Entries taken from a collection
__________
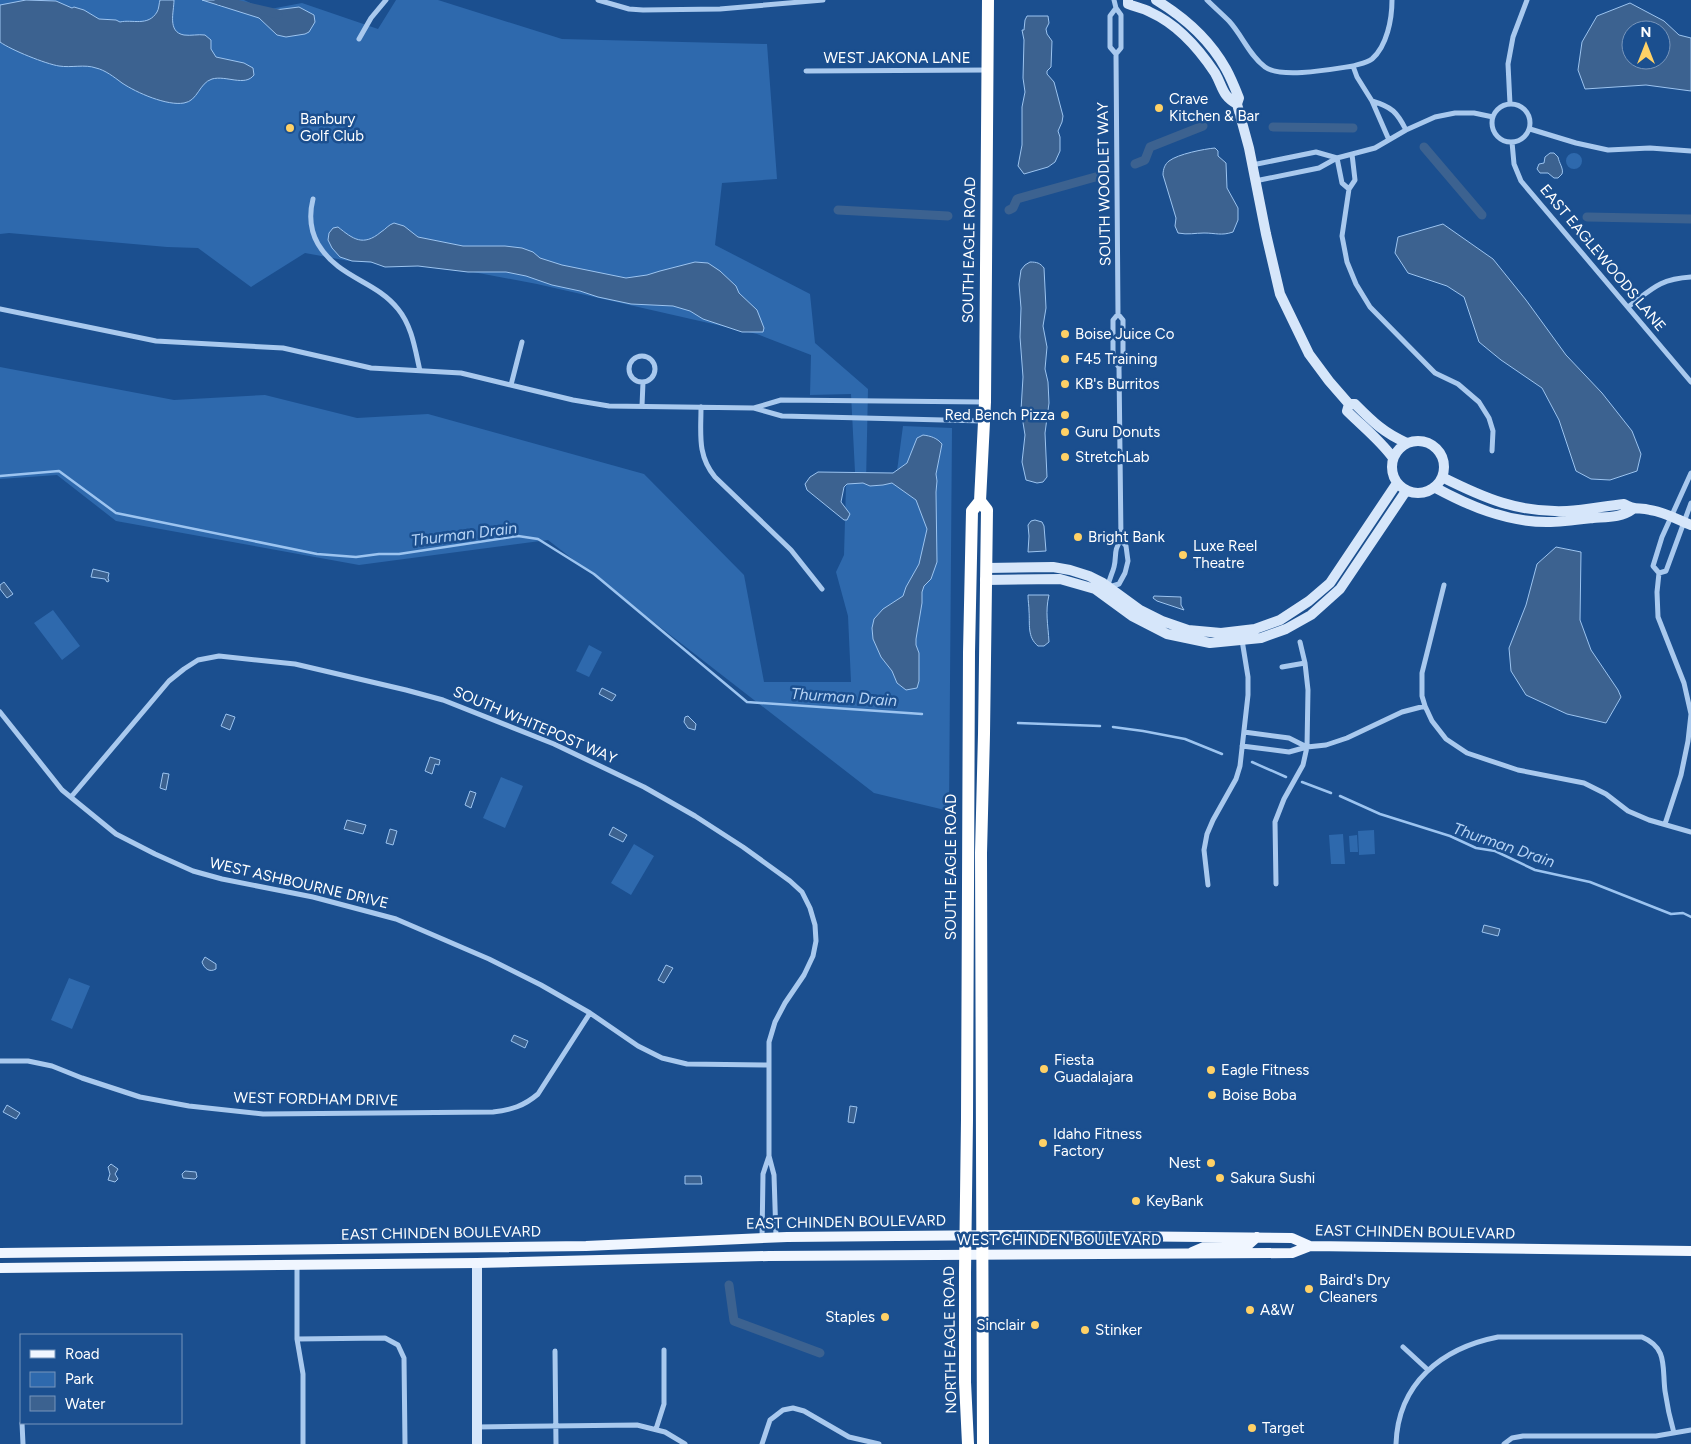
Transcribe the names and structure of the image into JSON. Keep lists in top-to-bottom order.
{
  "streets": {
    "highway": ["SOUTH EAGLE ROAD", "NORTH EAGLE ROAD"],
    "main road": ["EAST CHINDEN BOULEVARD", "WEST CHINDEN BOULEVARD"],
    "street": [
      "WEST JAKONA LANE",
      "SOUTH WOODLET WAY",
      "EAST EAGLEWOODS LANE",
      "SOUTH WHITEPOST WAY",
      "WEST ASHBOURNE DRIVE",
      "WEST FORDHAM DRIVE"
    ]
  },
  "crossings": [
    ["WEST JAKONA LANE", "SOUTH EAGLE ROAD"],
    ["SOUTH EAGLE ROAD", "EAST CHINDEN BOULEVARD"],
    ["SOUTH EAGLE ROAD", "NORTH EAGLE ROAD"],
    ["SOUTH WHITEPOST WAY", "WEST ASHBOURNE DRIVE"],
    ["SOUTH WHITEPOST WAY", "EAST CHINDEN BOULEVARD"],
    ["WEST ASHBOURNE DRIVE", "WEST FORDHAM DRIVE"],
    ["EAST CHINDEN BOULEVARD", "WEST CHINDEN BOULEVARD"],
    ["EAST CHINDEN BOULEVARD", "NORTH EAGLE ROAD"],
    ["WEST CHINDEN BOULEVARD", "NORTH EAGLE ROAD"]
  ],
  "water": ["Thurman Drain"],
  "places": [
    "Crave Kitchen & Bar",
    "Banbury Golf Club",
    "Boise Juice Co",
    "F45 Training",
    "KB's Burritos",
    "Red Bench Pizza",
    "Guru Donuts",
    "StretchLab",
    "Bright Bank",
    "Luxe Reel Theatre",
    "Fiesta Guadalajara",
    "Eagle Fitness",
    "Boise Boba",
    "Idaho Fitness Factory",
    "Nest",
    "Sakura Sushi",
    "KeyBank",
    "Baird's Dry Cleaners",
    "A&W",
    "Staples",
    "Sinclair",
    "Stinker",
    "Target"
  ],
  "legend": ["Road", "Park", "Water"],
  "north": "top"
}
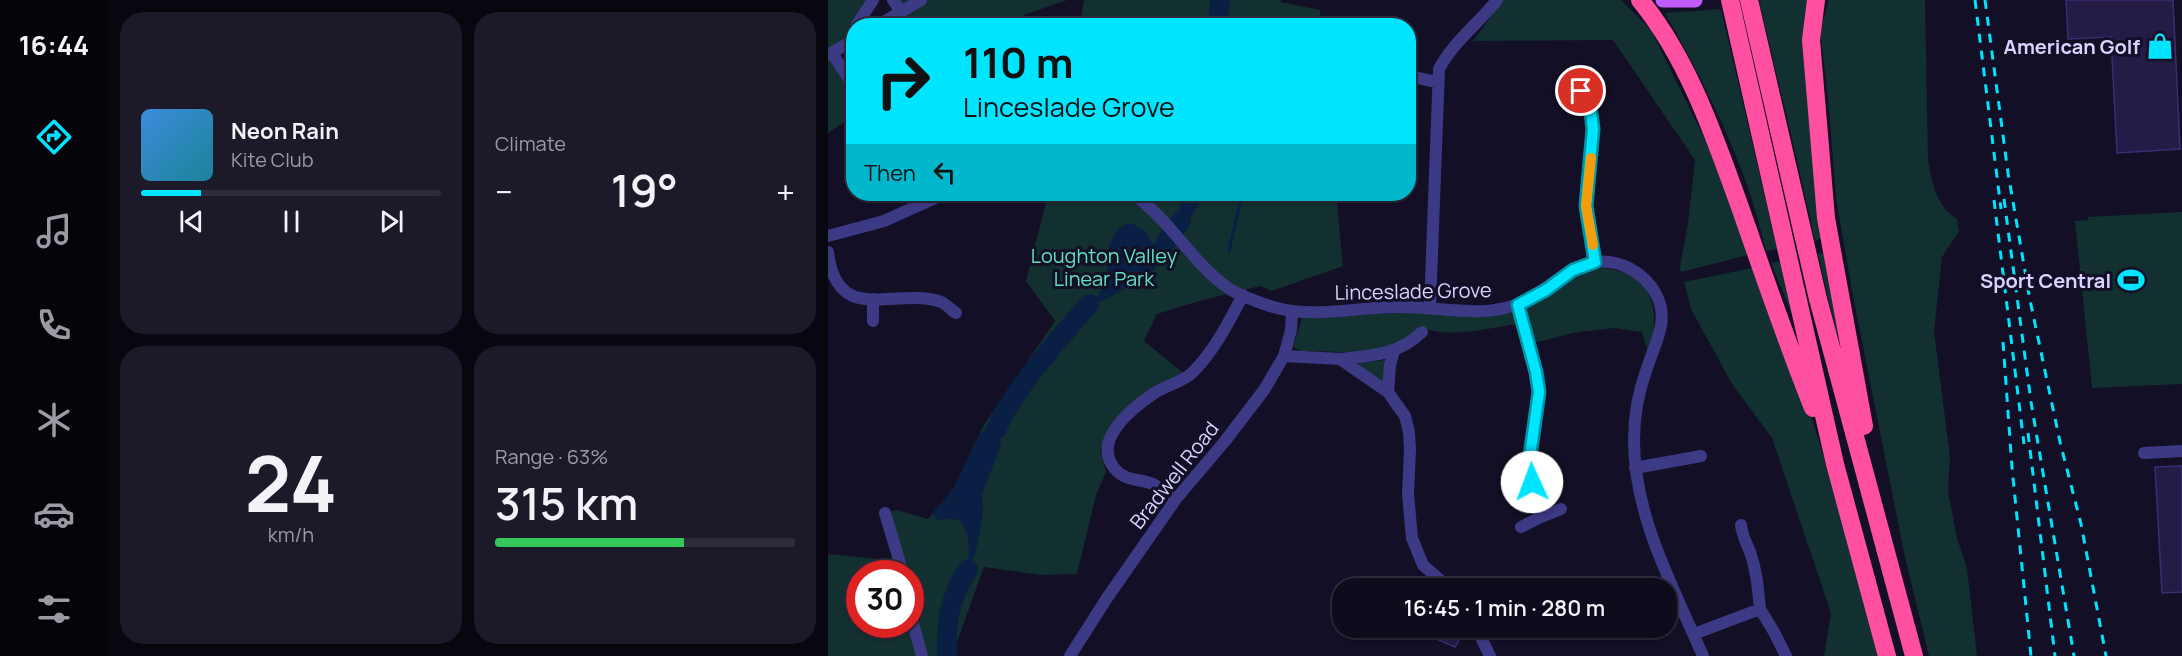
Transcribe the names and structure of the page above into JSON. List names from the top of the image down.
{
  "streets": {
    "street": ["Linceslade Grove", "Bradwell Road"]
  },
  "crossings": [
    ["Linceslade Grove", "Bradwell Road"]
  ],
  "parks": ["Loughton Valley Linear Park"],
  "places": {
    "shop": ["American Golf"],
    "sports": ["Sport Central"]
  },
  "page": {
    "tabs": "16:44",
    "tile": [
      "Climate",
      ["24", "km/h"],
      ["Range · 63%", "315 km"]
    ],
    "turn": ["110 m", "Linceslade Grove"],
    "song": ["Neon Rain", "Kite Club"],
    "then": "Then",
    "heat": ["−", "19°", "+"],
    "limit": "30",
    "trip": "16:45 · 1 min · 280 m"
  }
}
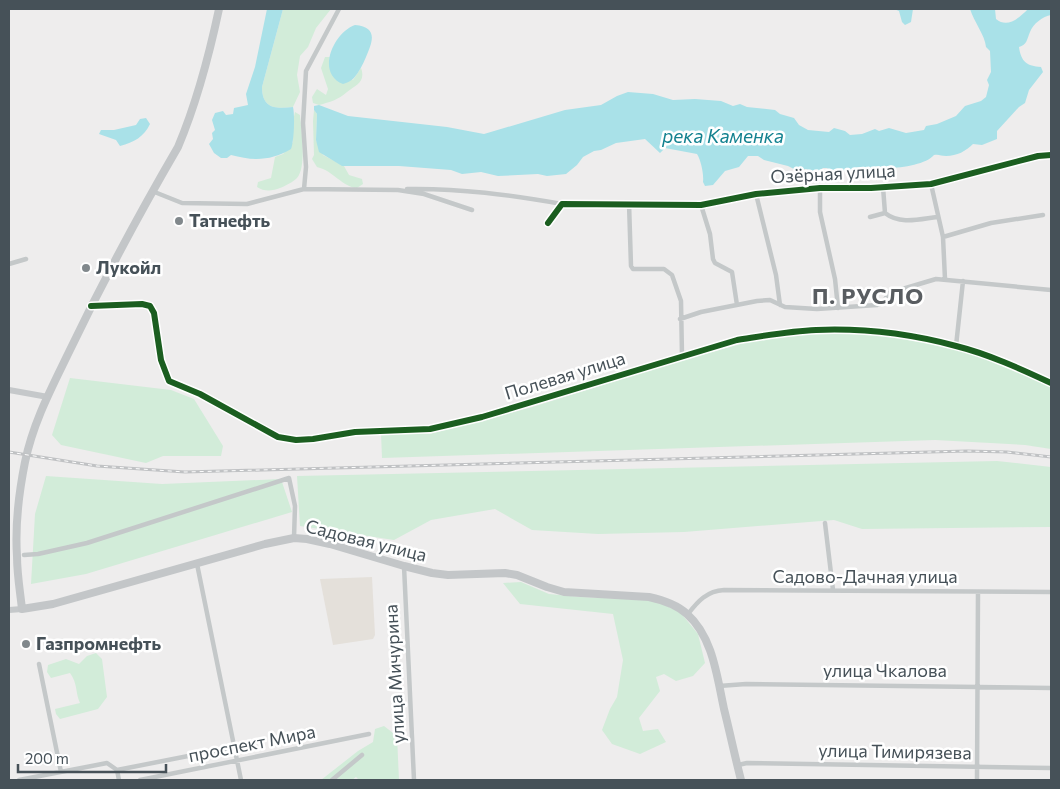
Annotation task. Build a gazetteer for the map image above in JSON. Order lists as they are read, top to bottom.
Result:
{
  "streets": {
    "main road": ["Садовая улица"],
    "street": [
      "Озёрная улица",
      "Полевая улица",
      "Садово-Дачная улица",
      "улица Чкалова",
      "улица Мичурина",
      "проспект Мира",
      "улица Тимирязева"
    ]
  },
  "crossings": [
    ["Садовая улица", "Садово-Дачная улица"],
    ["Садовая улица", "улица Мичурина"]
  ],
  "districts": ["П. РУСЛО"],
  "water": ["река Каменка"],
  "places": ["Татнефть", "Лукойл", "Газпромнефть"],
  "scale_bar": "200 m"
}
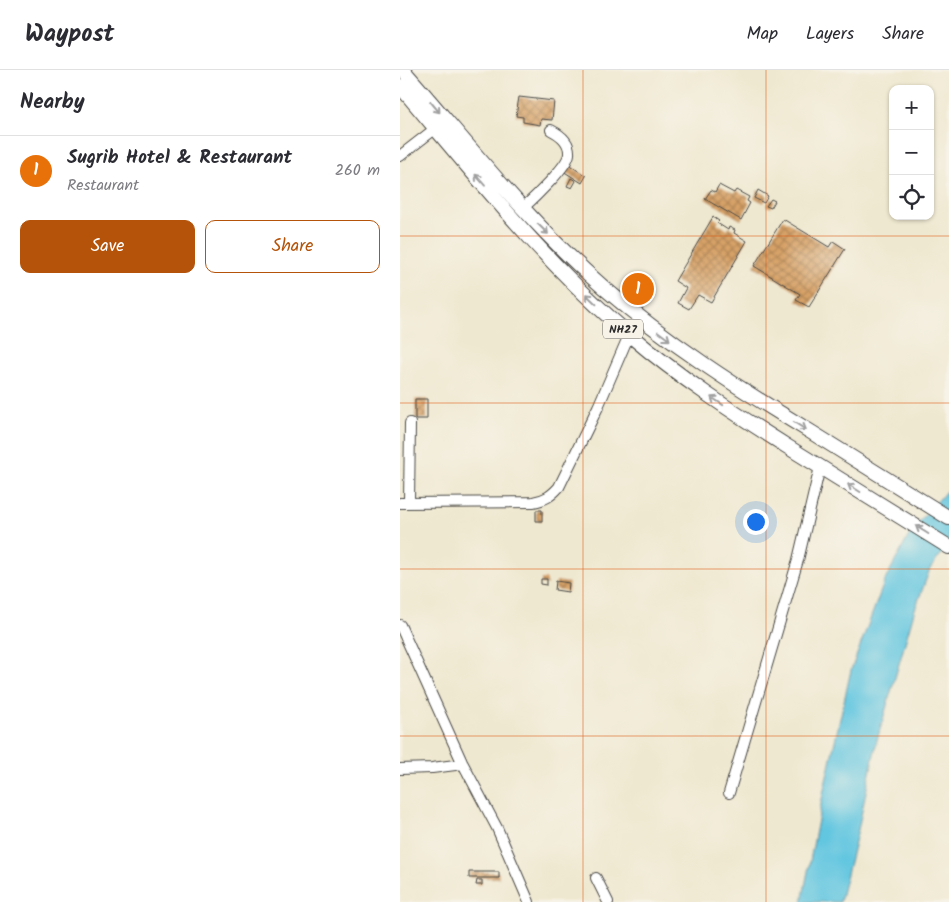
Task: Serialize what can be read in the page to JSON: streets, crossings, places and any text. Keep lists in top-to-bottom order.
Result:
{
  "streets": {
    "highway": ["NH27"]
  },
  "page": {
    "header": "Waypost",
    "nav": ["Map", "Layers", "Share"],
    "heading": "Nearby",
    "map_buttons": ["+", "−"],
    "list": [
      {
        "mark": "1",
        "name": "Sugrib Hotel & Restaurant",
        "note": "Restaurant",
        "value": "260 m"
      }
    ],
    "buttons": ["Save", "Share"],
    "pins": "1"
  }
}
__________
Return all the lines above exactly; none of the pictures should appear.

Transcribe the names and structure of the image into JSON. Keep lists in top-to-bottom order.
{
  "streets": {
    "highway": ["SOUTH EAGLE ROAD", "NORTH EAGLE ROAD"],
    "main road": ["EAST CHINDEN BOULEVARD", "WEST CHINDEN BOULEVARD"],
    "street": [
      "WEST JAKONA LANE",
      "SOUTH WOODLET WAY",
      "EAST EAGLEWOODS LANE",
      "SOUTH WHITEPOST WAY",
      "WEST ASHBOURNE DRIVE",
      "WEST FORDHAM DRIVE"
    ]
  },
  "crossings": [
    ["WEST JAKONA LANE", "SOUTH EAGLE ROAD"],
    ["SOUTH EAGLE ROAD", "EAST CHINDEN BOULEVARD"],
    ["SOUTH EAGLE ROAD", "NORTH EAGLE ROAD"],
    ["SOUTH WHITEPOST WAY", "WEST ASHBOURNE DRIVE"],
    ["SOUTH WHITEPOST WAY", "EAST CHINDEN BOULEVARD"],
    ["WEST ASHBOURNE DRIVE", "WEST FORDHAM DRIVE"],
    ["EAST CHINDEN BOULEVARD", "WEST CHINDEN BOULEVARD"],
    ["EAST CHINDEN BOULEVARD", "NORTH EAGLE ROAD"],
    ["WEST CHINDEN BOULEVARD", "NORTH EAGLE ROAD"]
  ],
  "water": ["Thurman Drain"],
  "places": [
    "Crave Kitchen & Bar",
    "Banbury Golf Club",
    "Boise Juice Co",
    "F45 Training",
    "KB's Burritos",
    "Red Bench Pizza",
    "Guru Donuts",
    "StretchLab",
    "Bright Bank",
    "Luxe Reel Theatre",
    "Fiesta Guadalajara",
    "Eagle Fitness",
    "Boise Boba",
    "Idaho Fitness Factory",
    "Nest",
    "Sakura Sushi",
    "KeyBank",
    "Baird's Dry Cleaners",
    "A&W",
    "Staples",
    "Sinclair",
    "Stinker",
    "Target"
  ],
  "legend": ["Road", "Park", "Water"],
  "north": "top"
}
Transcribe the names and structure of the page above into JSON. List names from the top of the image down.
{
  "streets": {
    "street": ["Linceslade Grove", "Bradwell Road"]
  },
  "crossings": [
    ["Linceslade Grove", "Bradwell Road"]
  ],
  "parks": ["Loughton Valley Linear Park"],
  "places": {
    "shop": ["American Golf"],
    "sports": ["Sport Central"]
  },
  "page": {
    "tabs": "16:44",
    "tile": [
      "Climate",
      ["24", "km/h"],
      ["Range · 63%", "315 km"]
    ],
    "turn": ["110 m", "Linceslade Grove"],
    "song": ["Neon Rain", "Kite Club"],
    "then": "Then",
    "heat": ["−", "19°", "+"],
    "limit": "30",
    "trip": "16:45 · 1 min · 280 m"
  }
}
Annotation task. Build a gazetteer for the map image above in JSON. Order lists as they are read, top to bottom.
Result:
{
  "streets": {
    "main road": ["Садовая улица"],
    "street": [
      "Озёрная улица",
      "Полевая улица",
      "Садово-Дачная улица",
      "улица Чкалова",
      "улица Мичурина",
      "проспект Мира",
      "улица Тимирязева"
    ]
  },
  "crossings": [
    ["Садовая улица", "Садово-Дачная улица"],
    ["Садовая улица", "улица Мичурина"]
  ],
  "districts": ["П. РУСЛО"],
  "water": ["река Каменка"],
  "places": ["Татнефть", "Лукойл", "Газпромнефть"],
  "scale_bar": "200 m"
}
Task: Serialize what can be read in the page to JSON: streets, crossings, places and any text. Keep lists in top-to-bottom order.
Result:
{
  "streets": {
    "highway": ["NH27"]
  },
  "page": {
    "header": "Waypost",
    "nav": ["Map", "Layers", "Share"],
    "heading": "Nearby",
    "map_buttons": ["+", "−"],
    "list": [
      {
        "mark": "1",
        "name": "Sugrib Hotel & Restaurant",
        "note": "Restaurant",
        "value": "260 m"
      }
    ],
    "buttons": ["Save", "Share"],
    "pins": "1"
  }
}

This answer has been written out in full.